During the time of worship and prayer, I asked God to help
me be a better wife to my husband and a better helpmate to walk alongside of him
in his ministry, and to speak to me about how He wants to use me and my gifts,
whatever they are. During this time of waiting on the Lord to speak, this song
came on, which is now on my list of power songs: Canvas and Clay. It spoke to my
struggle with past mistakes, and how they aren’t wasted. It spoke to how
wonderfully I am made, and how He makes all things work together for my good
and His glory. As I was deep in prayer, I heard the very last words of the song
“He’s not finished with you yet”. I
looked up and said "Okay Lord, what is it?", and He told me to go back to writing.
In October 2020, I was diagnosed with Graves’ disease. In addition to the numerous physical
symptoms, there are cognitive ones: brain fog, memory loss, difficulty
concentrating, etc., all of which have been a battle for me and has put a damper on my
writing. There are studies that show that brain volume loss occurs in Graves’
disease, so as they say, the struggle is real. But listening to the many
wonderful ladies who spoke at the retreat about their many difficult struggles,
which are much worse than mine, and seeing how the Lord continues to use them,
the Lord showed me that He can still use me.
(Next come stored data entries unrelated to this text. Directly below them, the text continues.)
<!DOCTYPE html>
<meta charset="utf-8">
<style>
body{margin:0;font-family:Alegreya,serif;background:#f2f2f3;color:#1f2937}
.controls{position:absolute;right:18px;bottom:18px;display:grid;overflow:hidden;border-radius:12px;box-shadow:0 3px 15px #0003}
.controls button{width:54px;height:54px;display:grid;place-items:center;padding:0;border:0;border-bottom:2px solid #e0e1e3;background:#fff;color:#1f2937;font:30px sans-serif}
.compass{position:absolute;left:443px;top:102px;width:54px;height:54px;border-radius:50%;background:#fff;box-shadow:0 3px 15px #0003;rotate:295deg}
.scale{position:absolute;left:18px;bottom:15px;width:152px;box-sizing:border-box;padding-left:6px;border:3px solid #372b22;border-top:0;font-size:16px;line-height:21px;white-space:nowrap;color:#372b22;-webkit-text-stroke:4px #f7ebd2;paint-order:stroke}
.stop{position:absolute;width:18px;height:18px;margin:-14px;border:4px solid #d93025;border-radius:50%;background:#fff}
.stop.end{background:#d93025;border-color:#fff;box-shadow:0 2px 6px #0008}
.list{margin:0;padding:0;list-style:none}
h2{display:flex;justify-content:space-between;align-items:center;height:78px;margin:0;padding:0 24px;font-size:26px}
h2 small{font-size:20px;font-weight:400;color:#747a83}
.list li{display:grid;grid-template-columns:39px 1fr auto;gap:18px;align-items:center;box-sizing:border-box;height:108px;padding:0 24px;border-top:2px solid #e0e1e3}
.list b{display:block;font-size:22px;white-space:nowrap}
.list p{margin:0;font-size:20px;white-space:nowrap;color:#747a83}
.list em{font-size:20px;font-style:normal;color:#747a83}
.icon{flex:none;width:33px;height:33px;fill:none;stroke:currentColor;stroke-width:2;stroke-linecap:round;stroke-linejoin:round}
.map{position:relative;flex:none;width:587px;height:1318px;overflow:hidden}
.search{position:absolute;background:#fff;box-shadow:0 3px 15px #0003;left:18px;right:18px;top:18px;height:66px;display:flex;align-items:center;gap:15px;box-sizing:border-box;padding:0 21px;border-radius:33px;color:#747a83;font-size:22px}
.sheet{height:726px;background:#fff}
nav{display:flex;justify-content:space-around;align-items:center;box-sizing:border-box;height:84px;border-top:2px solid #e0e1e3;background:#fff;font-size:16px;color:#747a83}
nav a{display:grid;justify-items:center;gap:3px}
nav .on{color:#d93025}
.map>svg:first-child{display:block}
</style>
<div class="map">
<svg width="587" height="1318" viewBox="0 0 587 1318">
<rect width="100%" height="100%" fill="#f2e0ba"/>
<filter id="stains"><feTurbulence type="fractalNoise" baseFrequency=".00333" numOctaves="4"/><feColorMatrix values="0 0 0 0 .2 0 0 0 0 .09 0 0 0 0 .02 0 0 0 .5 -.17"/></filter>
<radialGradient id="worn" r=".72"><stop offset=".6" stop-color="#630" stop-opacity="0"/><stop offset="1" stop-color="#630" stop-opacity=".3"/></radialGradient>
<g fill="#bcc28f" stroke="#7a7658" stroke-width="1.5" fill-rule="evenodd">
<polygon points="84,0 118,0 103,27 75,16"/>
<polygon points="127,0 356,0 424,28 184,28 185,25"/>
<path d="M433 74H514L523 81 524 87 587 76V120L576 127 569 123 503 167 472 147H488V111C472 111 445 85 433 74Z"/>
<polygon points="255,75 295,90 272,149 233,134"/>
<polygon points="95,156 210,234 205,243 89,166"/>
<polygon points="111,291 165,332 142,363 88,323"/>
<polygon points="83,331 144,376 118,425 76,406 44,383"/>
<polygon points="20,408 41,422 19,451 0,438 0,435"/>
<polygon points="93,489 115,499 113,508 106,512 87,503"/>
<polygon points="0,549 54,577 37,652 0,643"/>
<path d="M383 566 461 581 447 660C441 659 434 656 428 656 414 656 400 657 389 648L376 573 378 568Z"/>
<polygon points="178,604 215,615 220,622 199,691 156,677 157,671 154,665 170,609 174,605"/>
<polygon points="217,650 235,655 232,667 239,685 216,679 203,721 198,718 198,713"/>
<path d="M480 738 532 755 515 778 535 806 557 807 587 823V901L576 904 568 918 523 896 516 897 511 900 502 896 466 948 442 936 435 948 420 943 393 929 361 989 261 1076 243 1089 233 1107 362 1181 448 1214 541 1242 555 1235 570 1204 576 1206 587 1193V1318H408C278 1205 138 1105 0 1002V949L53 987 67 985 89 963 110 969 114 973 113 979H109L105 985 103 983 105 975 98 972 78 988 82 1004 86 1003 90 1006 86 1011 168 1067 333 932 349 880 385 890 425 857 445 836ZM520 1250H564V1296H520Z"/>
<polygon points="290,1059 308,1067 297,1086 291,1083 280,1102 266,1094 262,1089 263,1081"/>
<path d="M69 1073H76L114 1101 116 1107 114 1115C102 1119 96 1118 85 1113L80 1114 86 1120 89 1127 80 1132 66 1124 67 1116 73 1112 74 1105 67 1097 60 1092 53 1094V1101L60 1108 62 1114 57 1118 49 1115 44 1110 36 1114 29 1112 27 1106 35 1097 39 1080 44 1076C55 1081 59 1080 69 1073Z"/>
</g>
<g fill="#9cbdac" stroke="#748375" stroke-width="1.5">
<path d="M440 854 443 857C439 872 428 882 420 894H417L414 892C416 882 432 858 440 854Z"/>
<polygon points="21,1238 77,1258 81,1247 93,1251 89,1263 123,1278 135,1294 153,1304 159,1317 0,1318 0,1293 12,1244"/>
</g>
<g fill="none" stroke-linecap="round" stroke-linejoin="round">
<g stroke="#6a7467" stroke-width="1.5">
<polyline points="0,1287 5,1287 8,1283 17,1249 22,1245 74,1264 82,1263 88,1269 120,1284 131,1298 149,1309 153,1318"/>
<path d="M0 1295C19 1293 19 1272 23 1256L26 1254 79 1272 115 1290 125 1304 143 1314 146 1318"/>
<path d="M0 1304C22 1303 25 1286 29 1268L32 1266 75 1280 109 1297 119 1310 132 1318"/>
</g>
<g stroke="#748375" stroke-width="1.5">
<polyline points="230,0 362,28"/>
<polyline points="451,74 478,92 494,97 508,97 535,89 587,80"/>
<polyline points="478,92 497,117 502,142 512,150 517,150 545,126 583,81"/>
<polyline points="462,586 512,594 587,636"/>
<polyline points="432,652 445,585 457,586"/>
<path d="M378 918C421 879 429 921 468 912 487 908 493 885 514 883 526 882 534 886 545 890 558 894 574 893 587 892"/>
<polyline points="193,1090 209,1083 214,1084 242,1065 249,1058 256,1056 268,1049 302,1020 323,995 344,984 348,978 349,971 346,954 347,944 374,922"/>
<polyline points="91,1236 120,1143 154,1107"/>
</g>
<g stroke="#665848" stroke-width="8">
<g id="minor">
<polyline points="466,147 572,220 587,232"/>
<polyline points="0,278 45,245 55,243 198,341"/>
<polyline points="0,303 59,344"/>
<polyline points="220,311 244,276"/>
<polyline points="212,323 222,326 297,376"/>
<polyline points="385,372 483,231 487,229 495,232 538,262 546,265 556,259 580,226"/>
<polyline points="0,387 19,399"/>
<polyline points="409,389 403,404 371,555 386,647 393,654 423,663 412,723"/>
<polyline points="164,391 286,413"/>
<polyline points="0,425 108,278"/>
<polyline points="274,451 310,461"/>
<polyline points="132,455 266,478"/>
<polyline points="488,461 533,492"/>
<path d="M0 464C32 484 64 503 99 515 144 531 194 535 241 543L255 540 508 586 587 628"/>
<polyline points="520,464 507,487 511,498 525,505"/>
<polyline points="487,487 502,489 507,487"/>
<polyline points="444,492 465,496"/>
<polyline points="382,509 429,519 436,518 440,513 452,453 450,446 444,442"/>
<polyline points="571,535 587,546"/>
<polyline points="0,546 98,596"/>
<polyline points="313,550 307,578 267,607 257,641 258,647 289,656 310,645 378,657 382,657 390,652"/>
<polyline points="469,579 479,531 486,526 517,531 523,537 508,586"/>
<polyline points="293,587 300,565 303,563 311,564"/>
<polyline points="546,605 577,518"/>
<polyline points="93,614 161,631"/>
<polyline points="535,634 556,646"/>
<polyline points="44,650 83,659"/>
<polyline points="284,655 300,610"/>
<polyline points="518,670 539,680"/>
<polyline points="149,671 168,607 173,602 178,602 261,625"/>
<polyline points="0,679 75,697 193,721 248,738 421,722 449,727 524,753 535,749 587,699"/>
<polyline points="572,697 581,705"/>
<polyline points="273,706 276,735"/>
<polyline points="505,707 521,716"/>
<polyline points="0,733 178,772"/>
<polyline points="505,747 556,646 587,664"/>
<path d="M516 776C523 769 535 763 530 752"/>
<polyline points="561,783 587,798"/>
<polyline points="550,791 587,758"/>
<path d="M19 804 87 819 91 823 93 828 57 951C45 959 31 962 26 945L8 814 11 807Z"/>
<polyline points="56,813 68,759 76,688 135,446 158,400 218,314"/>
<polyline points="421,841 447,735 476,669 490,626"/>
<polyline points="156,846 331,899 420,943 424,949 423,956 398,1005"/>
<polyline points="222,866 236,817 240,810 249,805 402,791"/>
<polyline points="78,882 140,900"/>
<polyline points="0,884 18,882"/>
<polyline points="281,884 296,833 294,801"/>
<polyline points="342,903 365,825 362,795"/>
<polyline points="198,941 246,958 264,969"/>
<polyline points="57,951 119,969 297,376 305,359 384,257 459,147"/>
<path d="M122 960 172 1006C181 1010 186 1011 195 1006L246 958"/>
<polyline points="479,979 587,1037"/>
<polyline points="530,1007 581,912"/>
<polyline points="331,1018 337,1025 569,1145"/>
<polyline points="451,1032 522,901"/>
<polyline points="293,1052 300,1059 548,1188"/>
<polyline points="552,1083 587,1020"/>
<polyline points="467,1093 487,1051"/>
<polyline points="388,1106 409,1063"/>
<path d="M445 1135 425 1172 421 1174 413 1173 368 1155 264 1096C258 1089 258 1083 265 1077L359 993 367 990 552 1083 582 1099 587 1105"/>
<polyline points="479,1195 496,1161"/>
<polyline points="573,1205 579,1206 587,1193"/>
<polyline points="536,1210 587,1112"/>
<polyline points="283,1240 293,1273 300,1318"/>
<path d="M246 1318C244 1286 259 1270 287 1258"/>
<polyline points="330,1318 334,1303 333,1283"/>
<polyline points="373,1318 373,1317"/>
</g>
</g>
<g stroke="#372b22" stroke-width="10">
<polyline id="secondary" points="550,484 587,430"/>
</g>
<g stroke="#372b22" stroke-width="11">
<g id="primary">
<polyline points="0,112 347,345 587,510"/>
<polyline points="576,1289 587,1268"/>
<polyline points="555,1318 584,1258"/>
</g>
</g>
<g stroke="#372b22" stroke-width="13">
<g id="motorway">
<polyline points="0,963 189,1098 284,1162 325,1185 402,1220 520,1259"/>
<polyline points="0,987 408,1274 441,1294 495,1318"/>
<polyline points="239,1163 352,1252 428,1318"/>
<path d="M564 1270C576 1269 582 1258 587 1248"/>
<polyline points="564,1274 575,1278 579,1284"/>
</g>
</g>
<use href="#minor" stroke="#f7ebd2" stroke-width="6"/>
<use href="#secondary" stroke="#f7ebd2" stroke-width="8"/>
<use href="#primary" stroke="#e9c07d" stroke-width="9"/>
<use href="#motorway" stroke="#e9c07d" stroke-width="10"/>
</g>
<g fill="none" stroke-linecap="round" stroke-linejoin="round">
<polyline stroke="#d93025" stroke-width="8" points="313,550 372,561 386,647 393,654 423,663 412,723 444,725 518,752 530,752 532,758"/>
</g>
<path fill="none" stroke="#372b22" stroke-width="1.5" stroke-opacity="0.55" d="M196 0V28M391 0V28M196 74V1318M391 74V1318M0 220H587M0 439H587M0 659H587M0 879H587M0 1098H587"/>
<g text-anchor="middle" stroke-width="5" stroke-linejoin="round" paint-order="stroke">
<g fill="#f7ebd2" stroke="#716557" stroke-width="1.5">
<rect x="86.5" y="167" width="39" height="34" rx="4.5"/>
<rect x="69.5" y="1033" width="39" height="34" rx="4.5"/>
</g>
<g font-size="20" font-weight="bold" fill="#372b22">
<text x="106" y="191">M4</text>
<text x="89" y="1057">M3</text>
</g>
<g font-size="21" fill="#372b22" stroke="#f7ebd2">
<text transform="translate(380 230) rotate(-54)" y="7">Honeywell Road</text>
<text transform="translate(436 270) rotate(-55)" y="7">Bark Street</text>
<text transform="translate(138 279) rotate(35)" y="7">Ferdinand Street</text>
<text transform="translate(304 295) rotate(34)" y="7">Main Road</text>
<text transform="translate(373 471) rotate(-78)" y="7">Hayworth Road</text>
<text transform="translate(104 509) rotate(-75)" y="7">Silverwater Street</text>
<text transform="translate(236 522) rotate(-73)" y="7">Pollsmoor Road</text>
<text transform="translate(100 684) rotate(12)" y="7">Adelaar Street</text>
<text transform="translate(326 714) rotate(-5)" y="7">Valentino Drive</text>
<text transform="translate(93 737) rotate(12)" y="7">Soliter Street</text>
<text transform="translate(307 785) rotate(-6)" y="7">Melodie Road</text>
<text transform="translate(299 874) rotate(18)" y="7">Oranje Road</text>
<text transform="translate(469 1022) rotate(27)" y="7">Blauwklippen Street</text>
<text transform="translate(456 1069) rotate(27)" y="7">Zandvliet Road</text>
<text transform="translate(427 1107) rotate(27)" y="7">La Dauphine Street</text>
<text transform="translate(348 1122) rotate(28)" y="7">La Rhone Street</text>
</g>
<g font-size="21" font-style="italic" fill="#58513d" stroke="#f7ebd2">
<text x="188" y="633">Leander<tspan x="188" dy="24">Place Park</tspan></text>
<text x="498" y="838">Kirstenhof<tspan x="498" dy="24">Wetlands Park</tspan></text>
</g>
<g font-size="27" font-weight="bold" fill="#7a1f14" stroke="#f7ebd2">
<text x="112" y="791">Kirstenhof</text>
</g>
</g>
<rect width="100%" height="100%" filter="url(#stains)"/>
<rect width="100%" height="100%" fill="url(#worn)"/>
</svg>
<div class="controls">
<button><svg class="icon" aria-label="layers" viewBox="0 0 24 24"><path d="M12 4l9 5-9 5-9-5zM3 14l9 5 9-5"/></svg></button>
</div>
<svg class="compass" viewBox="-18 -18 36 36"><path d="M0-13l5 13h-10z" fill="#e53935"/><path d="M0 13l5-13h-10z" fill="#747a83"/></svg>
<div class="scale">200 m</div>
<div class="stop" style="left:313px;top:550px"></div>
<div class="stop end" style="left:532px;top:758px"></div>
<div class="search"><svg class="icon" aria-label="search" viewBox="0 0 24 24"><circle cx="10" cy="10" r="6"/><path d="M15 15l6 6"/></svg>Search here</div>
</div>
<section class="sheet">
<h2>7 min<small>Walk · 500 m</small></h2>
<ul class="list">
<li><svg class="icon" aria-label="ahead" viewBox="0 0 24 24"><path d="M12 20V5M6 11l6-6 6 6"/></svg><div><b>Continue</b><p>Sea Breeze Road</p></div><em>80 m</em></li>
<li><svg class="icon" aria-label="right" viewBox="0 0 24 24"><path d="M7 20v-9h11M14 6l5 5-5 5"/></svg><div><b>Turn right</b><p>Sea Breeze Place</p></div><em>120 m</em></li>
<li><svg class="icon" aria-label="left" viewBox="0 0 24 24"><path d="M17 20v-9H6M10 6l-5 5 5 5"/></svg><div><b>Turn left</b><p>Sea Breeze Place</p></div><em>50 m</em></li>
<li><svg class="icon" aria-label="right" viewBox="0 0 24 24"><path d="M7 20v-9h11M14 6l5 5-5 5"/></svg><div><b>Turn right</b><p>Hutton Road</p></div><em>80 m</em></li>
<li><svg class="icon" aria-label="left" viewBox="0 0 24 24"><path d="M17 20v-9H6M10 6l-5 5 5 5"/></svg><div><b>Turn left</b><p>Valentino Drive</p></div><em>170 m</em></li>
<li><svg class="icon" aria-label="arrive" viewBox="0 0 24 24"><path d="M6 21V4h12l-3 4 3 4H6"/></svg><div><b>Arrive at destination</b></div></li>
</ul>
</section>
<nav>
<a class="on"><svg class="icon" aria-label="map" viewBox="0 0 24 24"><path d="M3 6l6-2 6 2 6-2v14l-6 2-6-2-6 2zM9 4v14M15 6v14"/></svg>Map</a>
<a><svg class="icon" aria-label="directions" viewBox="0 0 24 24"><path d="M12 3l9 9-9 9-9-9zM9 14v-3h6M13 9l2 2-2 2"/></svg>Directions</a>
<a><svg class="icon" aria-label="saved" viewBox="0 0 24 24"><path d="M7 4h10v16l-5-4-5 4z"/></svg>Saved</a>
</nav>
My body and mind might not be the same anymore, I am adjusting to this
new normal, but I see that I can still
be used by God, just in a slower, stiller and simpler way. So here I am,
writing once again.
One thing I noticed of all the ladies that spoke or I met, was
that in spite of all their pain, suffering, loss, difficulties, etc., they all
had the joy of the Lord. They all emanated this light and peace and love and
pure, unspeakable joy of the Lord. That
is what aging gracefully is. That is what obedience to the Lord is. It is
submitting to the Lord, no matter what circumstances befall you. It is having that peace that surpasses all understanding,
and trusting that the Lord will continue to sustain you and be there for you
and bless you as you navigate through life’s many challenges. It is being
receptive to what He is telling you to do, and following in faith, sight
unseen, to whatever it is the Lord is telling you or leading you to do. You will be abundantly and unbelievably
blessed. I found this out by my simple
act of obedience in heeding the Lord’s call to go to the retreat. I arrived not
knowing a single person, but I left having new sisters in Christ. I left with my soul and spirit renewed,
realizing God is not finished with me and He can, will and still use me, no matter what I’ve done in the
past, or how much of an oddball I feel like I am. I left knowing that He has equipped me with certain
gifts, has uniquely made me, with my quirky personality, scars, flaws and all, to
bless certain people. He accepts who I am and I can sit still and be who He
made me to be.
He’s not finished with me. And He’s not finished with you.